An ongoing decline in fair and equal treatment of refugees and asylum seekers is also particularly worrisome for a country that takes pride in its traditional role as a beacon for the oppressed. In 2019, new federal rules or policies allowed the blanket rejection of asylum claims for those who cross through Mexico from other countries to reach the southern US border, forced asylum seekers with credible claims to wait in Mexico while their applications are considered, and gave states and localities the power to block refugee resettlement in their jurisdictions, among other restrictions. Many of the administration’s tactics appear to violate existing national and international law, leading to a plethora of court challenges. In a move that also drew lawsuits, President Trump declared a national emergency in order to redirect Defense Department funds to the construction of a wall along the southern border. The project was a core feature of his efforts to control migration and reduce the number of asylum claims, but Congress had refused to provide the necessary spending.

A more consequential circumvention of congressional authority lay at the heart of the impeachment process touched off in November by allegations that President Trump had abused his office in a bid to extract a personal political favor from Ukrainian president Volodymyr Zelenskyy.

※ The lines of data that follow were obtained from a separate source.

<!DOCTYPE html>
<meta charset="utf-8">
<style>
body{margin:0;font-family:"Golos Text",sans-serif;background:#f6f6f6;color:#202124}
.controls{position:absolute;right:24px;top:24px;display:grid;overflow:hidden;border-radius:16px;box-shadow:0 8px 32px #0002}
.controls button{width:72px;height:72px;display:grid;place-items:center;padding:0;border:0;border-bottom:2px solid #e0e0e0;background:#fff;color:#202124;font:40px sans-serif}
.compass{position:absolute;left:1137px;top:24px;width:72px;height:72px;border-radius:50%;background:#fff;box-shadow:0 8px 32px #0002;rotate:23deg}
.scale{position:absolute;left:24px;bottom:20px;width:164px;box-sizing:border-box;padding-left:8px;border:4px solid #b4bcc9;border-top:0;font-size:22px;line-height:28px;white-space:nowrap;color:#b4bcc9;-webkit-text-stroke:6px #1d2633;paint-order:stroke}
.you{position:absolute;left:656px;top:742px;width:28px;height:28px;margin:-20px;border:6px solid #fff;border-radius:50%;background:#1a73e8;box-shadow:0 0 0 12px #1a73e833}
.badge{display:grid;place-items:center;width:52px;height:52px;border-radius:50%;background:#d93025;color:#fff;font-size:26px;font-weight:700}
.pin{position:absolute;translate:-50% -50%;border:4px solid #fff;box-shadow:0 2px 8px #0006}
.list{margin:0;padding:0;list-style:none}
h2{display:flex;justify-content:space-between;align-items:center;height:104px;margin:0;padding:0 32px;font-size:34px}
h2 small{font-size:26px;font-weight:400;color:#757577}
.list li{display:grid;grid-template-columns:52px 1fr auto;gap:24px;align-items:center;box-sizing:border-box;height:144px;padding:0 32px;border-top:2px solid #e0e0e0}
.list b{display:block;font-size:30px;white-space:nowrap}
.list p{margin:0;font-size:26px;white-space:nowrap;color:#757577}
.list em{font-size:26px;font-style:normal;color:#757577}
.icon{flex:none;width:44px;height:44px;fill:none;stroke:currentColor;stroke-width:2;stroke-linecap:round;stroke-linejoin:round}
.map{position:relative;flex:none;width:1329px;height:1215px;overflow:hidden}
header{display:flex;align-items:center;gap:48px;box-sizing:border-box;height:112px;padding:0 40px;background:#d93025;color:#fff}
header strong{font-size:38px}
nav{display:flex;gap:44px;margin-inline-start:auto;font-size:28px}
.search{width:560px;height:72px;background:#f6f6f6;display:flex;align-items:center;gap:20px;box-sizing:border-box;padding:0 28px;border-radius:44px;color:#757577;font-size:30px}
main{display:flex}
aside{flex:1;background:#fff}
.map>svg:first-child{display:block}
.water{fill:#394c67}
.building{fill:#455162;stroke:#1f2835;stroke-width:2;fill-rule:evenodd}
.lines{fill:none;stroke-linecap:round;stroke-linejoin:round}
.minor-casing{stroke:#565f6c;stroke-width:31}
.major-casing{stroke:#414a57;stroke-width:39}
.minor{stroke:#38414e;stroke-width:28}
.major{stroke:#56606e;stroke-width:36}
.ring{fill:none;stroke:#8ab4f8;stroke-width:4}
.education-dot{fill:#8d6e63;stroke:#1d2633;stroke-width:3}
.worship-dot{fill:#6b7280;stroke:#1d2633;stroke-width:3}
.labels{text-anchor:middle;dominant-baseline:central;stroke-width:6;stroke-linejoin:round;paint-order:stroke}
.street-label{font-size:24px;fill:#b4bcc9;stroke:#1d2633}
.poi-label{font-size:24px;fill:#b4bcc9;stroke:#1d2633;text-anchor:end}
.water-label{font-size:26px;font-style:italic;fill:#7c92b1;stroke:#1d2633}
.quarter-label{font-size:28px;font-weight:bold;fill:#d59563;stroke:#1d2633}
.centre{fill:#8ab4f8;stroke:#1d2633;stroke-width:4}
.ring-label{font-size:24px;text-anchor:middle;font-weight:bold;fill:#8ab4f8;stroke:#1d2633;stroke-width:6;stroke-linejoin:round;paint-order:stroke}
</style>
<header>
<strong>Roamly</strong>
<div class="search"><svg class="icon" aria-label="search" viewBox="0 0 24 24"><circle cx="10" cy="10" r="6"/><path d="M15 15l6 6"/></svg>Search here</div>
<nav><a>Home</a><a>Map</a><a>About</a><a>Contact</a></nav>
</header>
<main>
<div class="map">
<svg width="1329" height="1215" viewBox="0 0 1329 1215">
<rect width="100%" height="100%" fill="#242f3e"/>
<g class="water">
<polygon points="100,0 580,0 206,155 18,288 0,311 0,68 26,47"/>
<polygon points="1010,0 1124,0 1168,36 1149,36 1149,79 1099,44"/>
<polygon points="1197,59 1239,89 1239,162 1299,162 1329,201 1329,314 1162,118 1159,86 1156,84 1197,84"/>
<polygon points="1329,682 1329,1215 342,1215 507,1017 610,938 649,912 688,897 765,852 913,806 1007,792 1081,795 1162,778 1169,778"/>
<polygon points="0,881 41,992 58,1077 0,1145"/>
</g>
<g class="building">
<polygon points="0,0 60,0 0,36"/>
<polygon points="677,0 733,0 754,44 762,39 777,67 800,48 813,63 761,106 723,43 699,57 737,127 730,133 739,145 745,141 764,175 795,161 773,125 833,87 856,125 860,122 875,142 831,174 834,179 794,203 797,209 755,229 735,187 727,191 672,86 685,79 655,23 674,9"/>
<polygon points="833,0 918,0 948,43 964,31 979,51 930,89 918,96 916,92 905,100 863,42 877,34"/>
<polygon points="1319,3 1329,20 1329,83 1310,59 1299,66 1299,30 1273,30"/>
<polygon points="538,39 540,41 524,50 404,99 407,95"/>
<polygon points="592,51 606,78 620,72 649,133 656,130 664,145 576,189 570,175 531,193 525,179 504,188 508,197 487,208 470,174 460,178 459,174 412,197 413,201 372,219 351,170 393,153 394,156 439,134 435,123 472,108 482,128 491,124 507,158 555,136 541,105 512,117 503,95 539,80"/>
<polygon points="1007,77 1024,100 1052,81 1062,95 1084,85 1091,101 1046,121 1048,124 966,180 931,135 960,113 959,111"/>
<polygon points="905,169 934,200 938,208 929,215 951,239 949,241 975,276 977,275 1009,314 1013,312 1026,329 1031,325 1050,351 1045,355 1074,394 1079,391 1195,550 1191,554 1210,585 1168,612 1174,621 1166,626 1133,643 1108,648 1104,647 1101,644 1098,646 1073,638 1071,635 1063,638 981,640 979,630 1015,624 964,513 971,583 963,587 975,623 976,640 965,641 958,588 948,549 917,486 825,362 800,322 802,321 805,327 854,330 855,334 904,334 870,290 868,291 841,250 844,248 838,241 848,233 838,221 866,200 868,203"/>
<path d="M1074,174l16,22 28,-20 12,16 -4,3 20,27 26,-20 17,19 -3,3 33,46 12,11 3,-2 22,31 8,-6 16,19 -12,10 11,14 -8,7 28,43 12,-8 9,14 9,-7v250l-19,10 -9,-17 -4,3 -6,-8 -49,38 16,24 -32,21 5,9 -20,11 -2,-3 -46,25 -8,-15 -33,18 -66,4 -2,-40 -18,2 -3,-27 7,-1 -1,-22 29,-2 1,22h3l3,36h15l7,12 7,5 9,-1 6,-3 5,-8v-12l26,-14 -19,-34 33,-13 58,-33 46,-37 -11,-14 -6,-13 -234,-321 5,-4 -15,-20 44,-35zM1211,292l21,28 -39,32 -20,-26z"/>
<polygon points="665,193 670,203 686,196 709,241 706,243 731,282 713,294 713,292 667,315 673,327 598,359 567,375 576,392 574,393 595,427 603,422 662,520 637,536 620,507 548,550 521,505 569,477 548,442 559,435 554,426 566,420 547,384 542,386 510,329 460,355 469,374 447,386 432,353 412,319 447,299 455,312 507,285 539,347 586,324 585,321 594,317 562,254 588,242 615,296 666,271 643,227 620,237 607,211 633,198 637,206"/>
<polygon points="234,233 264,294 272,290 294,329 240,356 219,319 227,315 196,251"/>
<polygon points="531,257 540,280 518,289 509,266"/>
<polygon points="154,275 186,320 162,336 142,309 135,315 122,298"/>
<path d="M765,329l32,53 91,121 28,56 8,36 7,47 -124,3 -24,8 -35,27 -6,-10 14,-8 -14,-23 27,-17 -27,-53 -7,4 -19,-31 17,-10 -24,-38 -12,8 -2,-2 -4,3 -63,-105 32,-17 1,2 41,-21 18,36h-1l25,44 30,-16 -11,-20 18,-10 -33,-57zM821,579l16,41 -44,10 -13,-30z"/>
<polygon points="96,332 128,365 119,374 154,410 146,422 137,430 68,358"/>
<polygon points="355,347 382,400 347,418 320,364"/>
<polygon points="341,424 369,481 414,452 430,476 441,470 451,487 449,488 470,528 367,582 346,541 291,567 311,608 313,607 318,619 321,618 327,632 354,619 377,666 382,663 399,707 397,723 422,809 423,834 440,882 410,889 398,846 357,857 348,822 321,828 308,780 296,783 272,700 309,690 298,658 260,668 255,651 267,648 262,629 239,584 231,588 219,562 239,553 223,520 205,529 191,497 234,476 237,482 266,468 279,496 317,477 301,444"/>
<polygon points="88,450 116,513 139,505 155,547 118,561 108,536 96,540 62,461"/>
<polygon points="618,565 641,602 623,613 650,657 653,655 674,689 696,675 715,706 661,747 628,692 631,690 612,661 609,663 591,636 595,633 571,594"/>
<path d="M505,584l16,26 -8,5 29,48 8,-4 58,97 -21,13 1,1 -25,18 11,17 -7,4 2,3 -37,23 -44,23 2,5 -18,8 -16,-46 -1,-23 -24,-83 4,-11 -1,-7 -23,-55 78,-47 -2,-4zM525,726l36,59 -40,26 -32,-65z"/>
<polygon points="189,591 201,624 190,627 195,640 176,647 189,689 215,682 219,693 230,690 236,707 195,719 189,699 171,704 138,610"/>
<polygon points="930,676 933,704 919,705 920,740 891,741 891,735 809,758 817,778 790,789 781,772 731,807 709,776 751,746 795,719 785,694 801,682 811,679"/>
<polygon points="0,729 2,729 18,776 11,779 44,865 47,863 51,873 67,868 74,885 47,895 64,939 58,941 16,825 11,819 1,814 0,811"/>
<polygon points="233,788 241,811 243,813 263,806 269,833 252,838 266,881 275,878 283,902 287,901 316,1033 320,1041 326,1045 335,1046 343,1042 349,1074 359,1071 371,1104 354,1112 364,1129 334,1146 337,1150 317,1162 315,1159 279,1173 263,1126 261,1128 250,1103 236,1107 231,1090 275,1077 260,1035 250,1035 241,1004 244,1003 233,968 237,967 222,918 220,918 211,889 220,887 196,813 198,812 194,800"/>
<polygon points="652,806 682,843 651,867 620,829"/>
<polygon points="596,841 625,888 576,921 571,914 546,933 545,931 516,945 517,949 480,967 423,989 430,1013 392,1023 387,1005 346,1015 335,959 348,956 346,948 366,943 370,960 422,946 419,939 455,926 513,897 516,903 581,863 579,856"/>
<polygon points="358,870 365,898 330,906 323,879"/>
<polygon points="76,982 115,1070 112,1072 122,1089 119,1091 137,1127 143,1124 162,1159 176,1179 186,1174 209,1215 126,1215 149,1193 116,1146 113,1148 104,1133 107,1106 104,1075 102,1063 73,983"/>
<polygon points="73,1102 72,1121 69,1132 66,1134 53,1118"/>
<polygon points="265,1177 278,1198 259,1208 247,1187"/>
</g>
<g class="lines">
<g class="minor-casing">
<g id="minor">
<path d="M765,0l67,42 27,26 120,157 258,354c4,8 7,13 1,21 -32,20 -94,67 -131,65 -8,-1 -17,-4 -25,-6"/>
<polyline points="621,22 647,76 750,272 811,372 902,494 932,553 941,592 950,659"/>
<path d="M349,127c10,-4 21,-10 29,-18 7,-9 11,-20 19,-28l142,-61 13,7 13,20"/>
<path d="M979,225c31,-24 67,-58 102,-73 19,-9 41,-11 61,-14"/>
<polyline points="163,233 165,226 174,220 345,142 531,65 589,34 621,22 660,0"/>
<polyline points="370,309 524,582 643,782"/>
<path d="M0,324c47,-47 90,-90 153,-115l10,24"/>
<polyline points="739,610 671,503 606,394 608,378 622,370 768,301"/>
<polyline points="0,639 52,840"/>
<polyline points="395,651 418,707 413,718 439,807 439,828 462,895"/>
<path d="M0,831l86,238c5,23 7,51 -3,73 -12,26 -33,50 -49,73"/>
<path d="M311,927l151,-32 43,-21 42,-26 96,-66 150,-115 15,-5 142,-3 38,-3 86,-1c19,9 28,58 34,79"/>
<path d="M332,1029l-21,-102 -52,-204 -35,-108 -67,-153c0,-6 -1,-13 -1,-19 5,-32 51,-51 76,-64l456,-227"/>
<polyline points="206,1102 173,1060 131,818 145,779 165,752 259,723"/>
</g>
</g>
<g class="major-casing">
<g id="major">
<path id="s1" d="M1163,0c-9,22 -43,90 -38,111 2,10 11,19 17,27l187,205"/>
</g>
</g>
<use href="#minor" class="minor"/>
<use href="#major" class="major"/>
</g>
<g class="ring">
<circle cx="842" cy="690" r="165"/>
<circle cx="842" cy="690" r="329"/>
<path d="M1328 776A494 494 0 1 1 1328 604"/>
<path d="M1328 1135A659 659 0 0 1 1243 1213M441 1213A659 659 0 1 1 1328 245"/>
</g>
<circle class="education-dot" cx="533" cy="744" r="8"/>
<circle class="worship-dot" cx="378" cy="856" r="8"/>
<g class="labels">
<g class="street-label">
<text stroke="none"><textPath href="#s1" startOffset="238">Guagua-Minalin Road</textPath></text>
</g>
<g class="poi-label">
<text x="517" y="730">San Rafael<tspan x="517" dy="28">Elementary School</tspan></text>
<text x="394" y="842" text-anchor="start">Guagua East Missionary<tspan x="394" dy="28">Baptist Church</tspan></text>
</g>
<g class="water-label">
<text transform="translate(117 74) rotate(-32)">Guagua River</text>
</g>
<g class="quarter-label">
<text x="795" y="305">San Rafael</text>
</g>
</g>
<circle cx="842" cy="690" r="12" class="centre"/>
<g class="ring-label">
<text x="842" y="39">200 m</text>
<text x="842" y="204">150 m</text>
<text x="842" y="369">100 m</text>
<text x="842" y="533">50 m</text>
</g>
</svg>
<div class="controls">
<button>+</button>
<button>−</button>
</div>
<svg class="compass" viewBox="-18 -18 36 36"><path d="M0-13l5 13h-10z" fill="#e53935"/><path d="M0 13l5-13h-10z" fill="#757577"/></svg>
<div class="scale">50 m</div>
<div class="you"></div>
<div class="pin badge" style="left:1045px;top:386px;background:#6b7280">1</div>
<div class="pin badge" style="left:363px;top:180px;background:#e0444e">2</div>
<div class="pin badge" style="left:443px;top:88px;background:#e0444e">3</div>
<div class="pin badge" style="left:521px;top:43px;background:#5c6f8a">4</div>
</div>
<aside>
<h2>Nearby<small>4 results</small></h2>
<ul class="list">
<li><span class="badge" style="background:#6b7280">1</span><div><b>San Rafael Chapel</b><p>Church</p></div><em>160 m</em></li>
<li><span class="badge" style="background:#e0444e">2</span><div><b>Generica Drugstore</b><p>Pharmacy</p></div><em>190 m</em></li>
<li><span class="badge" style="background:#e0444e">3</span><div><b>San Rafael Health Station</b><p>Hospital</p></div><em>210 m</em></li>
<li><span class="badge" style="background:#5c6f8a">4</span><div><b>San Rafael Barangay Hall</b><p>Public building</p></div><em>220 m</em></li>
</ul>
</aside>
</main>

Trump temporarily blocked military aid that Congress had allocated to Ukraine and withheld a White House visit, while concurrently asking Zelenskyy to announce two investigations—one aimed at his potential 2020 election rival, former vice president Joe Biden, and another bolstering a debunked conspiracy theory meant to absolve Russia of interference in the 2016 election. The administration then ordered current and former officials to defy all congressional subpoenas for documents and testimony about the matter. These actions threatened important components of American democracy, including congressional oversight of the executive branch and the fairness and integrity of electoral competition. The constitution’s impeachment mechanism offers a powerful means of holding presidents and other senior officials accountable for major transgressions, but it remains unclear whether the process that began in 2019, and ended in acquittal, will ultimately be successful in restoring balance to the system. Indeed, with Republican lawmakers largely defending the president’s actions and questioning the motives and fairness of House Democrats’ efforts, the impeachment seemed to drive a wedge through the American public and political class, reinforcing the impression on both sides that elected representatives were placing partisan loyalty above the national interest and the constitution.